**WHAT IS REQUIRED**
Scan the entries below for the word "setLineDash" and copy every line where it turns up.

Records excerpted from a collection:

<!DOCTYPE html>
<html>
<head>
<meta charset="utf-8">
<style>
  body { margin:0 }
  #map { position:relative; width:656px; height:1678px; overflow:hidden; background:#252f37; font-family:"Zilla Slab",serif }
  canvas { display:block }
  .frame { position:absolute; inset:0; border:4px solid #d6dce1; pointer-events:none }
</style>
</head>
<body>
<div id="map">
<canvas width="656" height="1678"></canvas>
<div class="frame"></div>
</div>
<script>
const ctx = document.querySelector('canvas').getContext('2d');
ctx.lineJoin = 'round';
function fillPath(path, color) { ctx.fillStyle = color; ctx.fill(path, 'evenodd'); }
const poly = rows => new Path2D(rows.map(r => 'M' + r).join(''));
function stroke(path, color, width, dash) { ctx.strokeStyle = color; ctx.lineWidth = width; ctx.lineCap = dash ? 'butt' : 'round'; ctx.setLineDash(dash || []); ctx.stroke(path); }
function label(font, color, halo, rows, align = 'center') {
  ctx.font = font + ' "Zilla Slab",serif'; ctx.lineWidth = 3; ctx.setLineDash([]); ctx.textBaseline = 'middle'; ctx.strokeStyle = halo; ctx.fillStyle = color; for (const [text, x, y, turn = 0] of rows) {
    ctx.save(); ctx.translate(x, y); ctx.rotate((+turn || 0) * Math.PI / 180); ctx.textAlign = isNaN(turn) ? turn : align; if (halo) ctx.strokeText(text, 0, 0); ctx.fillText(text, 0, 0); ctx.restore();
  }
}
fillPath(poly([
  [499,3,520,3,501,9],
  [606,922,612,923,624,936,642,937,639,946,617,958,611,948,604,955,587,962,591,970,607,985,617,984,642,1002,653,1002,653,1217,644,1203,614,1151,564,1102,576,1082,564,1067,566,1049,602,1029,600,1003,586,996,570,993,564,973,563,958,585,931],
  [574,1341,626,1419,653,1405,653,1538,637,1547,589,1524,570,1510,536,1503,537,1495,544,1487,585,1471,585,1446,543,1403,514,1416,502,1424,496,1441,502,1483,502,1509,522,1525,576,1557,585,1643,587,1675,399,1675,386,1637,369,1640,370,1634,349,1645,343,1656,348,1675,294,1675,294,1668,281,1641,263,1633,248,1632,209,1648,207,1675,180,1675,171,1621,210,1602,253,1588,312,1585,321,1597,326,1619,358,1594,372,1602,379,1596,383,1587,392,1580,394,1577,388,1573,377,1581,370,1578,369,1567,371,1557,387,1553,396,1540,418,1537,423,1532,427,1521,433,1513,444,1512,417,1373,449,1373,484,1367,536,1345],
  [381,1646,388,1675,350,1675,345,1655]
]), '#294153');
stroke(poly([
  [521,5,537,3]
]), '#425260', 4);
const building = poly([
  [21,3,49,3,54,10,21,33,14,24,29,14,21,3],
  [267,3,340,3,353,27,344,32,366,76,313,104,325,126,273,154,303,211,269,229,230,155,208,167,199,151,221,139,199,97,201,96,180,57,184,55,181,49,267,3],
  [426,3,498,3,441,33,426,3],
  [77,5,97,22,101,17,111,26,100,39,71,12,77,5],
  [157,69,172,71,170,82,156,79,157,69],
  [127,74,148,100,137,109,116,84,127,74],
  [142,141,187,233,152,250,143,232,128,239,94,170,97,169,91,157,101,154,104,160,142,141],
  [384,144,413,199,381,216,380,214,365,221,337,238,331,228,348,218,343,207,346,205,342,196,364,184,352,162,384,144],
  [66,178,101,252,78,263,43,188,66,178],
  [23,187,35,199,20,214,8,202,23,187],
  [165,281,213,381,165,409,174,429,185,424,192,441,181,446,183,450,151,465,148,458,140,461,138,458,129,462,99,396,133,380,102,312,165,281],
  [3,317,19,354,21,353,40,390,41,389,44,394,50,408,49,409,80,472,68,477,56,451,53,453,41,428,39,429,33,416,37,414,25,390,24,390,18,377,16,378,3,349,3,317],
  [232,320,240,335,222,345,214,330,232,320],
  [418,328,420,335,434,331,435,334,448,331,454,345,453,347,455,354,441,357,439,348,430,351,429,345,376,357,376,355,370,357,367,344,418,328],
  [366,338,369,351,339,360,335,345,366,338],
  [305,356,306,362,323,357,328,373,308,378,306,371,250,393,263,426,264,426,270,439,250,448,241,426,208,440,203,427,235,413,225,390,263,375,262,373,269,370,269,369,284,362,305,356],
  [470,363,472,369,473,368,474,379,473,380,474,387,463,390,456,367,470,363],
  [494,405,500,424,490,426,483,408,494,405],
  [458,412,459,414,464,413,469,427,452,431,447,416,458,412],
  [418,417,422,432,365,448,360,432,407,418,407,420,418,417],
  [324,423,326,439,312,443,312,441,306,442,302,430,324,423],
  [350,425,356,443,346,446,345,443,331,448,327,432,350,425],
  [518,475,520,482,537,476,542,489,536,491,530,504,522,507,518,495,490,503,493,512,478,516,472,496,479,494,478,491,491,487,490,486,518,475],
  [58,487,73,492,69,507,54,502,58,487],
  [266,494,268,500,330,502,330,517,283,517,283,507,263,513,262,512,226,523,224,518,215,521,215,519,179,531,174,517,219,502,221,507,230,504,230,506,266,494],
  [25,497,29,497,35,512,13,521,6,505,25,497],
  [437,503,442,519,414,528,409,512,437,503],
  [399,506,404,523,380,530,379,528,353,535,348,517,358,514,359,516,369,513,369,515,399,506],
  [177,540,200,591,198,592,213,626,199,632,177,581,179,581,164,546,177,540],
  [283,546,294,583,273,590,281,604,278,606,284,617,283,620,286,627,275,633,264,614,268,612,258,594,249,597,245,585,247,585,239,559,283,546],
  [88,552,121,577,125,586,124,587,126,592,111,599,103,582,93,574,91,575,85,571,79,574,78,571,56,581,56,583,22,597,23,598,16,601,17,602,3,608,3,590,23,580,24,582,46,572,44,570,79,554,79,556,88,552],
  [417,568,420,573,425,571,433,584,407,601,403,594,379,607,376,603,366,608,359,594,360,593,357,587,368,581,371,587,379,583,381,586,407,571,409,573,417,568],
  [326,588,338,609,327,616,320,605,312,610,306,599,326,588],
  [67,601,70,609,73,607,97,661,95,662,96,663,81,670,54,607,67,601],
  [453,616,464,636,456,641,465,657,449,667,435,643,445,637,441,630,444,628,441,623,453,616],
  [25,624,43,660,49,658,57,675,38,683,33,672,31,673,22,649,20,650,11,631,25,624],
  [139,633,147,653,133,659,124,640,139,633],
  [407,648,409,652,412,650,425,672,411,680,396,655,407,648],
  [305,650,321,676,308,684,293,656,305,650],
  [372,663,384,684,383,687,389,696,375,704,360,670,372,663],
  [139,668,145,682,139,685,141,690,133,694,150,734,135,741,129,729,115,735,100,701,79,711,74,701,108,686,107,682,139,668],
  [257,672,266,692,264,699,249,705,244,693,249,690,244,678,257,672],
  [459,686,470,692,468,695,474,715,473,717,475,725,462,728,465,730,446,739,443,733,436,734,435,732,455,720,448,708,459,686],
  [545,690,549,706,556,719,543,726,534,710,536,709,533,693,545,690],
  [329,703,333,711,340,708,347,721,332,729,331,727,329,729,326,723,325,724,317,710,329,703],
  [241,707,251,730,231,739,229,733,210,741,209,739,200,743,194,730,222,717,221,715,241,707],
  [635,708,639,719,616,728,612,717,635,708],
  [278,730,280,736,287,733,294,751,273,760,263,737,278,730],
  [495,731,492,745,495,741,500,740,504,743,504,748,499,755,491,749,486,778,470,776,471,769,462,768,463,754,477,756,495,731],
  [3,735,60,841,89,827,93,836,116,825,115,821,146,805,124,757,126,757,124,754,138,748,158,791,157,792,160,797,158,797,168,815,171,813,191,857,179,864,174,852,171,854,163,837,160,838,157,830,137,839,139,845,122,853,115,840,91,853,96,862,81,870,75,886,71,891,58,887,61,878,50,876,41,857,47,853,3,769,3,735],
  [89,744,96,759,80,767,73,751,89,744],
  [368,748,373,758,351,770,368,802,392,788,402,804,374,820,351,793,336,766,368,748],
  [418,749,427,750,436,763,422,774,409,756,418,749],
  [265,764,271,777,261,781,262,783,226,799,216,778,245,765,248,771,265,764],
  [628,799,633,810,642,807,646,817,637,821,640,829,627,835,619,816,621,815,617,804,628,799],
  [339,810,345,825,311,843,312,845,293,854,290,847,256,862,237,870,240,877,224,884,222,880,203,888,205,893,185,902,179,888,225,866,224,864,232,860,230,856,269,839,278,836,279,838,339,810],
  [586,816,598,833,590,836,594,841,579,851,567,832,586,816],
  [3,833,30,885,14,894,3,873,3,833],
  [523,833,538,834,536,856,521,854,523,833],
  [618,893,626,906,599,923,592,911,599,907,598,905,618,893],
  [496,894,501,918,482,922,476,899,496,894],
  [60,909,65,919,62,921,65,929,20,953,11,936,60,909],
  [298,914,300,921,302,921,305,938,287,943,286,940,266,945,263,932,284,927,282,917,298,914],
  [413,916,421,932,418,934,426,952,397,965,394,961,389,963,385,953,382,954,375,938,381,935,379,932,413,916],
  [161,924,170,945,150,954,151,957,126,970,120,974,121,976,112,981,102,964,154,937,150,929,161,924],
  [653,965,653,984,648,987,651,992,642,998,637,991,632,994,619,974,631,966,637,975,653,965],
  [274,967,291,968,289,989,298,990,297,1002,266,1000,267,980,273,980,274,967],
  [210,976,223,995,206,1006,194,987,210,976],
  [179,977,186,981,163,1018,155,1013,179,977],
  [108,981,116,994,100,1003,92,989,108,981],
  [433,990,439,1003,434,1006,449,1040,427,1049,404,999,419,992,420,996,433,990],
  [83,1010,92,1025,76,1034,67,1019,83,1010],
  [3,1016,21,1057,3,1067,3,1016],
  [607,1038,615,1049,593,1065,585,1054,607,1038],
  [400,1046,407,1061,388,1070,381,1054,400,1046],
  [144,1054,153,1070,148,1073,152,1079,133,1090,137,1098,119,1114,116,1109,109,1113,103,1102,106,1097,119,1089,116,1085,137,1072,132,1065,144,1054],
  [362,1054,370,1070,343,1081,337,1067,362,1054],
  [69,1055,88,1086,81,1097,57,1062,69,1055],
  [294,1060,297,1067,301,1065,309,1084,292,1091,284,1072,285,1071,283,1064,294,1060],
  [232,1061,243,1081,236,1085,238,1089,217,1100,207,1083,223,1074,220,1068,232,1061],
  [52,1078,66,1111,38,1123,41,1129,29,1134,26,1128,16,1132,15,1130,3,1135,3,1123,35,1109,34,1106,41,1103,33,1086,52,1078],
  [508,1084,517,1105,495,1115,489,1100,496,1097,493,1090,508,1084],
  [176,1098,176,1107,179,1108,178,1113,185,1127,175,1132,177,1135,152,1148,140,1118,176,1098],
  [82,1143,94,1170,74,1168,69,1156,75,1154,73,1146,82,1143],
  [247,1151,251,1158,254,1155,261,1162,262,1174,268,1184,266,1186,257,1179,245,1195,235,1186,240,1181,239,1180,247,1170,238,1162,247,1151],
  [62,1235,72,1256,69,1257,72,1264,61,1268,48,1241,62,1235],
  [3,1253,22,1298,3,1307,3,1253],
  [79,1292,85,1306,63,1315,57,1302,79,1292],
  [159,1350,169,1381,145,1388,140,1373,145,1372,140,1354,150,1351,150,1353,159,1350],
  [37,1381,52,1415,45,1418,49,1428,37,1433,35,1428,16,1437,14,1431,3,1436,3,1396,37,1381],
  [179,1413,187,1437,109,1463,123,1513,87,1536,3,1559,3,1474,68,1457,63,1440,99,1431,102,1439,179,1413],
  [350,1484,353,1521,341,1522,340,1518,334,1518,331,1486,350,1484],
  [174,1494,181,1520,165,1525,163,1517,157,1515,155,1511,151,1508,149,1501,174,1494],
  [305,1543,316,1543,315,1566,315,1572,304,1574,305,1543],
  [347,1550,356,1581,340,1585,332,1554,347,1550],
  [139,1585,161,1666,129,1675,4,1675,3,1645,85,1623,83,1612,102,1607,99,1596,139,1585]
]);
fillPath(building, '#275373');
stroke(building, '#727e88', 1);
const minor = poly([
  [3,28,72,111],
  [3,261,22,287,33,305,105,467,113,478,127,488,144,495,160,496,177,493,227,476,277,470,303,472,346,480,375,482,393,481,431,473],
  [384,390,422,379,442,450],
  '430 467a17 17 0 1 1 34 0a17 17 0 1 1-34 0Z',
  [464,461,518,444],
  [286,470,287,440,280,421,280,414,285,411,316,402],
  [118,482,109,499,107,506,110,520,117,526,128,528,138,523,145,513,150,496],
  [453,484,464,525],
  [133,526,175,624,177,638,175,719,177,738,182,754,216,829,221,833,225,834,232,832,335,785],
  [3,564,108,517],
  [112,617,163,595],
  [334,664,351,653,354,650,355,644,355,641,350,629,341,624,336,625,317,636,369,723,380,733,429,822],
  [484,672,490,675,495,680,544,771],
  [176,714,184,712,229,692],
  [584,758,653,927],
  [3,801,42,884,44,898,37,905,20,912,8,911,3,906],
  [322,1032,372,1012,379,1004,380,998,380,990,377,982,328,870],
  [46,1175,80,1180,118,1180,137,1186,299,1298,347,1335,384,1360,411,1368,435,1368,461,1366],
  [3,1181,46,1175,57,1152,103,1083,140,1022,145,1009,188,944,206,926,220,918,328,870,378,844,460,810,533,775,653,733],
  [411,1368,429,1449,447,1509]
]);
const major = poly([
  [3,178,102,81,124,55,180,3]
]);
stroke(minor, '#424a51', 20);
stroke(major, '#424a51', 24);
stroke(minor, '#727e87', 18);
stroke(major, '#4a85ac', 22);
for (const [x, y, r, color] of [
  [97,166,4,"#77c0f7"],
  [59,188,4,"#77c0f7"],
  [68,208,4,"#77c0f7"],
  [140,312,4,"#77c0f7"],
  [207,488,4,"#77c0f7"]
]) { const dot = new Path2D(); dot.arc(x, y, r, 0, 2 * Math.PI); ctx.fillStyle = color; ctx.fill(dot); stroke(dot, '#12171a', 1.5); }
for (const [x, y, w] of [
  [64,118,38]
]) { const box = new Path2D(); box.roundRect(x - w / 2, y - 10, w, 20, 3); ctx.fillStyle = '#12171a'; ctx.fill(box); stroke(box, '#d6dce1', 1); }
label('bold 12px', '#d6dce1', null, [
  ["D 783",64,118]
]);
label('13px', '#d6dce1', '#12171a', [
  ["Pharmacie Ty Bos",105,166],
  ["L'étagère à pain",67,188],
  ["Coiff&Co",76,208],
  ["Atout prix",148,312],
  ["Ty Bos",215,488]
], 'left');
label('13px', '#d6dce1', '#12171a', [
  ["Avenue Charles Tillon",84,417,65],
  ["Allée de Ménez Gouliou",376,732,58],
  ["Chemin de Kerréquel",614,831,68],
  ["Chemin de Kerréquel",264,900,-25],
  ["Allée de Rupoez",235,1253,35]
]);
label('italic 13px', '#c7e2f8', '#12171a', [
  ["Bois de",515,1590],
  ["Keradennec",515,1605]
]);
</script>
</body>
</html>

**ANSWER BOX**
function stroke(path, color, width, dash) { ctx.strokeStyle = color; ctx.lineWidth = width; ctx.lineCap = dash ? 'butt' : 'round'; ctx.setLineDash(dash || []); ctx.stroke(path); }
  ctx.font = font + ' "Zilla Slab",serif'; ctx.lineWidth = 3; ctx.setLineDash([]); ctx.textBaseline = 'middle'; ctx.strokeStyle = halo; ctx.fillStyle = color; for (const [text, x, y, turn = 0] of rows) {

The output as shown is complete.